Magda, la mujer que viene llegando desde la estación central, como casi cada tarde, espera a que el tren pare y salta hacia el asfalto sin dar su mano al hombre que le arrimó la suya para ayudarla a bajar. No lo vio. Como no vio a quien hizo la travesía junto a ella, en el mismo sillón del tren; travesía que por momentos fue perpetua. El sudor le escurrió por las pestañas, despintándolas; manchando sus mejillas de brizna negra, igual que si hubiera llorado. Tal vez sí, lloró, mientras sus ojos se cerraban y brincaban con el zangoloteo de ese tren que cada día va más tardo, que lleva pereza en sus raíles fundidos en los colores naranjas de la tarde, cuando entra, imparable, al Cotorro.

Magda camina el pueblo conocido desde siempre, pero ahora poco lo recuerda. No se detiene a mirar esas sombras de hojas de palmas sobre las calles en las que antes saltó, sorteando aquella oscuridad que el viento movía. Ya no hay ganas. Viene pensando en frijol y jabón y ventilador apagado. Mejor en café. Eso la anima, sigue, cruza las silenciosas vías que apenas hace unos minutos soportaron el peso de mil historias atrapadas junto con la de ella. Llega a una vereda. Va directo a El Paraíso, barrio donde su abuelo construyó una casa hace muchos años, cuando aún era niña. Esa niña pelirroja con pecas que trepaba a los árboles de mango y guayaba repletos de mangos y guayabas. Que decía orgullosa soy Magda… Magdita, y vivo en el Cotorro. Muchos se han ido de ahí, han dejado casas que se consumen de soledad. Se van buscando frijol y jabón y ventiladores encendidos. Otros han entrado a esas casas dejándolas más huecas. Se han llevado porcelanas, se han llevado pianos que sonaron en otros tiempos. Sí, primero sonaron, después fueron adornos, ahora ni suenan ni adornan.

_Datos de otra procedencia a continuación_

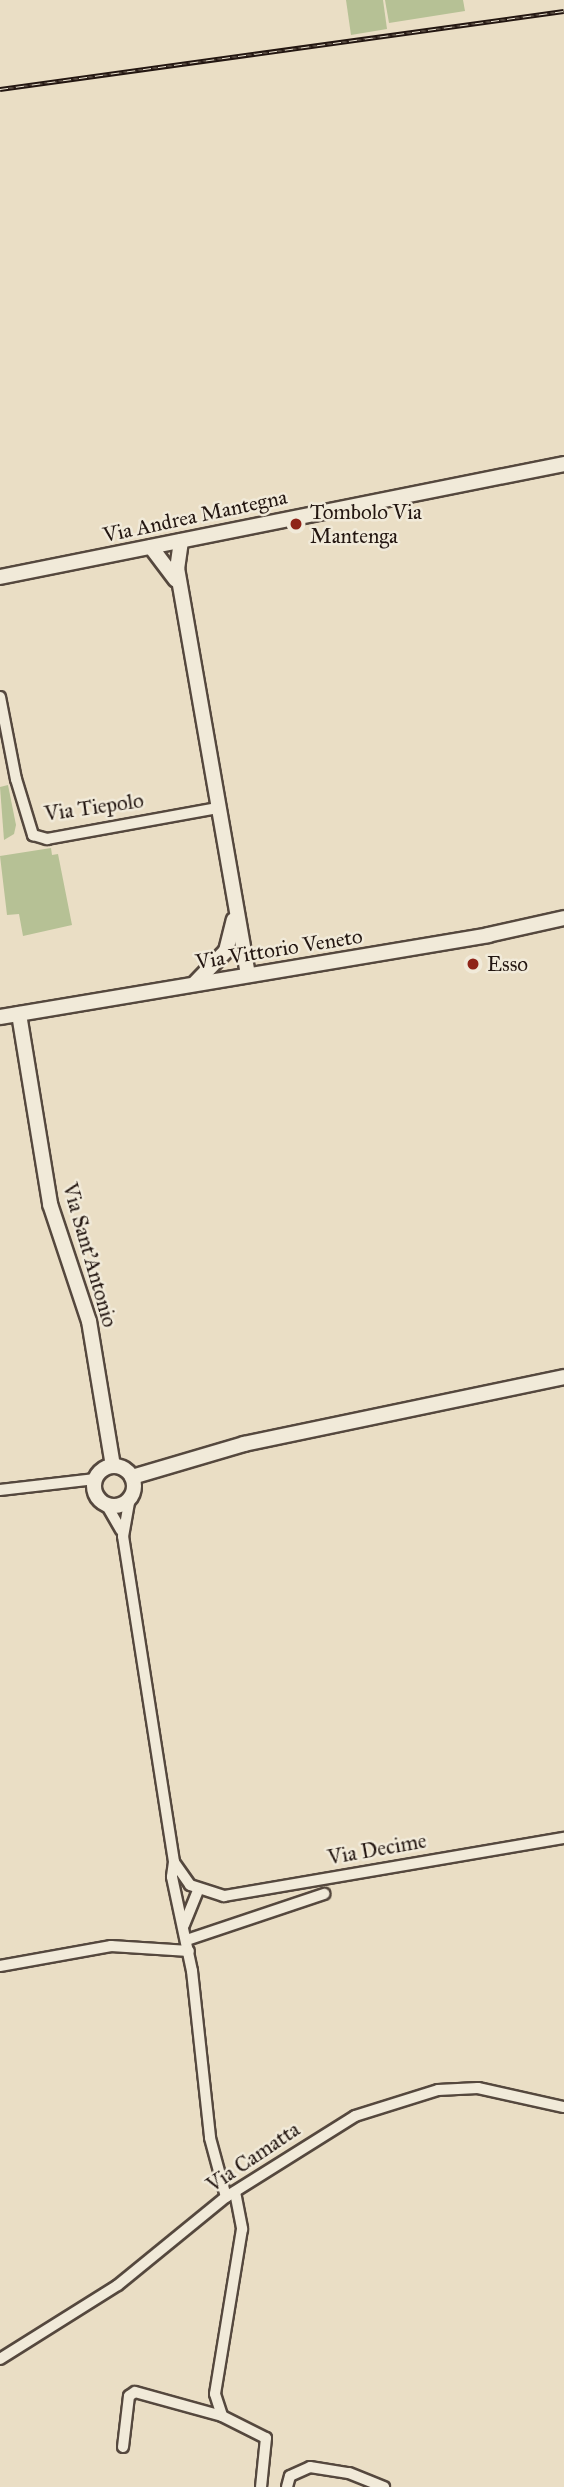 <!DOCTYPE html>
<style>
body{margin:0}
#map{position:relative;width:564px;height:2487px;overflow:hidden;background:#eadec5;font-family:"IM FELL Great Primer",serif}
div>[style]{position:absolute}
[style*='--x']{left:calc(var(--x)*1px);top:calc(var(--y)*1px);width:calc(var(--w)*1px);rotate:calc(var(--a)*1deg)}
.green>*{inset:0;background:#b6c195}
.roads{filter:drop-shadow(2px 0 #55483e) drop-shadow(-2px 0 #55483e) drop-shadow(0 2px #55483e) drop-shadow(0 -2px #55483e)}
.street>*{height:10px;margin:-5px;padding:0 5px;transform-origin:5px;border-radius:5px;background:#f1ead9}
.secondary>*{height:14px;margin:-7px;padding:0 7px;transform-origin:7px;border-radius:7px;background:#f1ead9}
.secondary>.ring{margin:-7px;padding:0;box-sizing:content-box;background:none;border:14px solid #f1ead9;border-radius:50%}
.rail>*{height:5px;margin-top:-2.5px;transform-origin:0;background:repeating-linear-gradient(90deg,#f1ead9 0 8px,#231611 0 16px);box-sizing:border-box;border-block:2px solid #231611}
.dots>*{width:19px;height:19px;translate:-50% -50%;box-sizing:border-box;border:4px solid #f1ead9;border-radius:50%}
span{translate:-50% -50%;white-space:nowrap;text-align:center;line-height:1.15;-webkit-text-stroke:5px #f1ead9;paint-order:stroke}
.poi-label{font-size:21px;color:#231611}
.left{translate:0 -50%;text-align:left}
.street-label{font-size:21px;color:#231611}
</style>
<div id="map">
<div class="green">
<i style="clip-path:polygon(346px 0,383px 0,387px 29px,351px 35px)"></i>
<i style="clip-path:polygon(385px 0,463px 0,465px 11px,389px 23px)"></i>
<i style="clip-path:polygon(8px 785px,16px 825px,14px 834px,4px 840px,0 787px)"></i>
<i style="clip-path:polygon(51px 848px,52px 855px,58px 854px,72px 925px,23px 936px,19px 914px,7px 915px,0 856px)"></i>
</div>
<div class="roads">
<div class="street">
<i style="--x:0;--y:697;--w:84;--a:79"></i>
<i style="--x:16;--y:779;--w:59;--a:73.1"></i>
<i style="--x:33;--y:835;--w:15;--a:16"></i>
<i style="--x:47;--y:839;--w:174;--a:-10.3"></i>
<i style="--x:0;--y:1490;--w:96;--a:-6.6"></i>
<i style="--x:130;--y:1497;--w:40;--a:100"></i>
<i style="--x:123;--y:1536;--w:330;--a:81.1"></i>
<i style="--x:174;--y:1862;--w:15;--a:98"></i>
<i style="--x:172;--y:1877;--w:96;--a:78"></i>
<i style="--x:192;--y:1971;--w:168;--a:83.8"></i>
<i style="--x:210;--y:2138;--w:61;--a:74.8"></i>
<i style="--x:106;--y:1504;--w:30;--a:60"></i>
<i style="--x:174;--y:1862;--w:28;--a:55"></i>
<i style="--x:190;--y:1885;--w:36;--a:18"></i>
<i style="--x:224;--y:1896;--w:345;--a:-9.7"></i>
<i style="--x:184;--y:1925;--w:38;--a:-68"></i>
<i style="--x:187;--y:1940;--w:145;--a:-18.6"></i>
<i style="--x:0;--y:1966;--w:113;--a:-10.2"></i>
<i style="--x:111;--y:1946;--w:78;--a:3.7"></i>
<i style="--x:235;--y:2192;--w:38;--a:79"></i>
<i style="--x:242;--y:2229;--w:167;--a:99.3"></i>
<i style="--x:215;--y:2394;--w:23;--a:72"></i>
<i style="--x:222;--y:2416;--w:49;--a:26.6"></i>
<i style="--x:266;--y:2438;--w:49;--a:95.8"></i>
<i style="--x:0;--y:2359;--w:139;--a:-32.1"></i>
<i style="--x:118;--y:2285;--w:139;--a:-39.2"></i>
<i style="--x:226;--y:2197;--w:152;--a:-32.1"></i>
<i style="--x:355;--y:2116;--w:87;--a:-17.4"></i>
<i style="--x:438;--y:2090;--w:40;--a:-2.9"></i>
<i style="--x:478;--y:2088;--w:88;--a:12.5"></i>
<i style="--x:123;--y:2447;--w:51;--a:-83.3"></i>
<i style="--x:129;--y:2396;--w:7;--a:-34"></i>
<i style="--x:135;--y:2392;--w:90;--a:15.4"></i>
<i style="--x:287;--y:2487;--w:11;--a:-75"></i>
<i style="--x:290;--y:2476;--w:22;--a:-24"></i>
<i style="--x:310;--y:2467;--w:39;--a:9"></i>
<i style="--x:349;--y:2473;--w:38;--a:22"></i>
</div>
<div class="secondary">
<i style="--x:181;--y:541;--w:27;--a:98"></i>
<i style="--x:177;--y:568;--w:412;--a:80.1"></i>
<i style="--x:151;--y:547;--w:41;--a:52.9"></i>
<i style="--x:0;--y:577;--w:575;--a:-11.33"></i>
<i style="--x:195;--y:983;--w:45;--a:-45.9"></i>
<i style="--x:226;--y:951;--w:32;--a:-76"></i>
<i style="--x:19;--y:1014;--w:193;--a:80.7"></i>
<i style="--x:50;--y:1204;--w:123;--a:71.6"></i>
<i style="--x:89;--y:1321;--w:147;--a:80.6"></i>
<i style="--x:0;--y:1017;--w:495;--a:-9.5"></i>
<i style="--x:488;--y:935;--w:78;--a:-12.6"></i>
<i class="ring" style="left:94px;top:1466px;width:26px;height:26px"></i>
<i style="--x:132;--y:1477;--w:117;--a:-16.4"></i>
<i style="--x:244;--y:1444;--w:327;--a:-11.8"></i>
</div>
</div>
<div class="rail">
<i style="--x:0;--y:89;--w:569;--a:-7.87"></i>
</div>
<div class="dots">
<i style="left:296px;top:524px;background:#8f2418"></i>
<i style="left:473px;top:964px;background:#8f2418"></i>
</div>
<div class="poi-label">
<span class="left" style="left:310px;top:524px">Tombolo Via<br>Mantenga</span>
<span class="left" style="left:487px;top:964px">Esso</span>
</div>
<div class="street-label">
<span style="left:195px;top:516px;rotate:-12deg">Via Andrea Mantegna</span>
<span style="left:94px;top:807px;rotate:-8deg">Via Tiepolo</span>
<span style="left:279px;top:949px;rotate:-9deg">Via Vittorio Veneto</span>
<span style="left:90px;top:1255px;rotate:74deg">Via Sant'Antonio</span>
<span style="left:377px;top:1849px;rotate:-10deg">Via Decime</span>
<span style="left:253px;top:2157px;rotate:-34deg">Via Camatta</span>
</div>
</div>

En el portal de la casa esperan a Magda. Sobre tibias mecedoras están su madre y su pequeño hijo. La miran desde lejos. Magda avanza y su silueta va creciendo y ya se distingue una lánguida mirada. Casi se pueden ver las pecas que han ido ensanchándose sobre su rostro. Sonríe. Entra y sorbe el café endulzado que le ofrece su madre en una tacita de porcelana; mientras su hijo le habla: Mami, ¿tú sabes quién soy yo?, soy Rolandito, y vivo en el Cotorro, en El Paraíso del Cotorro.